Other providers (eg. NS1) offer more ways to feed data into their system, so
you may be able to create your own latency dataset and ship it off to them to
use as a routing policy. Most large companies have built similar looking
systems for tracking client latency to their DCs (look up Facebook's
sonar/cartographer for an example). Synthetic, backbone monitoring like
pingdom/gomez/etc. is usually not as useful for latency routing as RUM
metrics.

Edit: And to be clear, failover and geo have no ties whatsoever to running on
EC2. They're also common features across managed DNS providers, so it'd be
very easy to run the same config across multiple providers for redundancy or
migrate off of R53 without lockin (check out Netflix's denominator library).

------
jdmaurer
A great idea, but the pricing seems a little steep ($50/mo/policy) for
something that can already be done using routing policies in your hosted
zones.

------
saurik
The #1 thing I want from Route 53 is a "redirect record", as I have what feels
like an infinite number of hostnames whose sole purpose is to be typo-fixes
for domain names with multiple obvious spellings, and the current solution
from Amazon involves me having to use S3 static web hosting with redirects
combined with Route 53 in a way that makes the S3 console almost impossible to
browse anymore due to the insane number of bogus entries.

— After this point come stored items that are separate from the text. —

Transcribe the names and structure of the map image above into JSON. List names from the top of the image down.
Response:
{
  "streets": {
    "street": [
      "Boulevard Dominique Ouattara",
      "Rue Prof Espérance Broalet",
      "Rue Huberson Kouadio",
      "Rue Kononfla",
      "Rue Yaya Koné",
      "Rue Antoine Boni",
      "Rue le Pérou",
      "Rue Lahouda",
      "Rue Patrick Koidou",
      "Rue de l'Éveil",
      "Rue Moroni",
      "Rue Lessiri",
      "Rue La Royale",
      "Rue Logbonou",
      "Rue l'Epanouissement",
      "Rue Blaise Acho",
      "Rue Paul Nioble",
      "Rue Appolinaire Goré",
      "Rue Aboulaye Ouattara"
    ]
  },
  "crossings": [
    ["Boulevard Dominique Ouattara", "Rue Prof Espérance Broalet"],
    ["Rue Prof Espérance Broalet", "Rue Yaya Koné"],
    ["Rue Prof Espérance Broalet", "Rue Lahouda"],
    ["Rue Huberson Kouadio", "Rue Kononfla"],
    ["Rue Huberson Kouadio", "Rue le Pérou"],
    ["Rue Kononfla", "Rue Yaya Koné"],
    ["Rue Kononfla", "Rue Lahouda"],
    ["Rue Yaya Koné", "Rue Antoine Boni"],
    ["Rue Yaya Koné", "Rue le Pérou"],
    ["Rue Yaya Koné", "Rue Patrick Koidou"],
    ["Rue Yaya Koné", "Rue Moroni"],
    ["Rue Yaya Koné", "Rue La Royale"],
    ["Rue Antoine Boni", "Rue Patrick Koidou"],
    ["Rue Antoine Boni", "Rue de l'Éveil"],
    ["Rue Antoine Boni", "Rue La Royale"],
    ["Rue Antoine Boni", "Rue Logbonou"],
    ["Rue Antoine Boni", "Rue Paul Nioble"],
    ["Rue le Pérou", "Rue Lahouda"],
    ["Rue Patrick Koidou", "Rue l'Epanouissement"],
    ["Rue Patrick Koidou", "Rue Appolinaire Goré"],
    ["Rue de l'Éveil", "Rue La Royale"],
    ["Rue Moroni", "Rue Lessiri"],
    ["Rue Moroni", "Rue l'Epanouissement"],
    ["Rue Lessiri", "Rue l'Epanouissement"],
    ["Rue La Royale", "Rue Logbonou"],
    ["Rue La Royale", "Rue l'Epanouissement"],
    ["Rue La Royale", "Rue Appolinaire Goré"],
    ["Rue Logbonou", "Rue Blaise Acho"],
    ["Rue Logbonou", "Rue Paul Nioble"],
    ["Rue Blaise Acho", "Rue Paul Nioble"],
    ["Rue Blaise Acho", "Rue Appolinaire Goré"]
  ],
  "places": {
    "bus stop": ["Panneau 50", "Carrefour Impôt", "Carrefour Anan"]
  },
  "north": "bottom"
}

[http://stackoverflow.com/questions/10115799/set-up-dns-
based...](http://stackoverflow.com/questions/10115799/set-up-dns-based-url-
forwarding-in-amazon-route53)

(And S3's feature is brittle and itself complex to configure correctly. And it
requires talking to Amazon to get a bucket limit increase. And it is actually
super slow, for something that can and should be implemented using Amazon's
Route 53 infrastructure rather than using Amazon's S3 infrastructure: if those
same nodes that already are set up for anycast also listened for HTTP and
returned what are essentially DNS requests made via HTTP for that one kind of
record, the problem would be solved in a way that is clean from a conceptual
level and efficient from an implementation level. It would be absolutely
amazing.)

This seems like a use case literally every person with a website has: you need
to redirect the .net and .org to .com, for example. I have a ton more, as I
have things like {cydia,mobile}{-,}impactor.{com,net,org}, but everyone has at
least a few. I mean, we also all have a redirect for "www." either to or from
the bare domain, right? And that one is super performance sensitive as it is
used constantly: it is stupid to have that in your app layer using those
resources and incurring that latency, but that is how many people set that up.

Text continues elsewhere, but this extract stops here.